Motivation

Table API is a unified, relational API for streaming and batch processing which shares the same underlying query optimization and query execution stack with SQL. As more and more features and functionalities are added in SQL, Table API is also becoming more and more powerful as most optimizations and functionalities are shared between them. 

For the Table API itself, the community is also consistently improving it, including but not limited to the following:

  • We have supported several row-based operations, e.g. map/flatMap/aggregate/flatAggregate in FLIP-29 and column-based operations, e.g. addColumns/renameColumns/dropColumns/addOrReplaceColumns in Flink 1.9
  • Expression DSL has been introduced in the Table API in FLIP-55 which improves the usability a lot.
  • In FLIP-129, it has proposed to refactor the existing Descriptor API to fill the functionality gap between Descriptor API and SQL DDL.
  • Python Table API is also supported since Flink 1.9 which allows users to write Table API programs in Python language.

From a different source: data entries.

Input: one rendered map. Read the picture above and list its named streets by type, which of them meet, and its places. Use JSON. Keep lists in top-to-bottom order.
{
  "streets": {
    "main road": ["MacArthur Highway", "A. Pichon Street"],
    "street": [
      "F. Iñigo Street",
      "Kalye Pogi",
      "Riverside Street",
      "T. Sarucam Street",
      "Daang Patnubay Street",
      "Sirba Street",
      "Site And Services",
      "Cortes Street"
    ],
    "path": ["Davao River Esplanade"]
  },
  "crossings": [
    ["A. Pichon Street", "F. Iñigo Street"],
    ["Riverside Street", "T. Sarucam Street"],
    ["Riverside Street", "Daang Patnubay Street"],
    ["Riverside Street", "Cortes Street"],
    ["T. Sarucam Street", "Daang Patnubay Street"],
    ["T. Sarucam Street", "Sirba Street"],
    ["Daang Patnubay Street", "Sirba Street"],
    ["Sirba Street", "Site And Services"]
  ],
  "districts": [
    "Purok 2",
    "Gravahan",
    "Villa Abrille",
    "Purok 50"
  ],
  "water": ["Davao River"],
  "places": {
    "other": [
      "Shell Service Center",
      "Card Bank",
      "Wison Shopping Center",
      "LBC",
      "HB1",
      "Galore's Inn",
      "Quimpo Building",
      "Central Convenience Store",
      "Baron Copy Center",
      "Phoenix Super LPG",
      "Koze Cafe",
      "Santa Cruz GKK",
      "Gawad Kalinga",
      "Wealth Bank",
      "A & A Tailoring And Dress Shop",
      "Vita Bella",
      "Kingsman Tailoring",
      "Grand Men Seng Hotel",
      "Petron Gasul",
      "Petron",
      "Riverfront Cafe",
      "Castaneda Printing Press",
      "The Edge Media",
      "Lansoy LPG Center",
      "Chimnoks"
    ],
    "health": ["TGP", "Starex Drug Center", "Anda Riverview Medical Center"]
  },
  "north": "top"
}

In this FLIP, we’d like to continuously improve the Table API by introducing a few new methods as currently there are a few problems for the Table API: some tasks are not easy to express with Table API e.g. deduplication, topn, etc, or not easy to express when there are hundreds of columns in a table, e.g. null data handling, etc

The proposed changes could be summarized as the following categories:

  • Make Table API users to easily leverage the powerful features in SQL, e.g. deduplication, topn, etc
  • Provide convenient frequently used functionalities, e.g. introducing a series of methods for null data handling (it will become a problem if there are hundreds of columns) and data sampling and splitting (it is very common in ML to split a data set into multiple splits separately for training and validation)

Public Interfaces

Align SQL functionalities

deduplicate

Specification:

Table deduplicate(Expression[] dedupFields, Expression orderField, boolean keepFirst)


Description:
Deduplication according to the specified deduplication fields.
- param dedupFields: the fields to perform deduplication against
- param orderField: the time attribute field, it defines the order of duplicate rows
- param keepFirst: Determines which row to keep. If true, keep the first occurrence and drop the later ones, otherwise, keep the last occurrence. 

Example:

Java:
table.deduplicate(new Expression[] {$("a"), $("b")}, $("proctime"), true)

Python:
table.deduplicate([table.a, table.b], table.proctime, True)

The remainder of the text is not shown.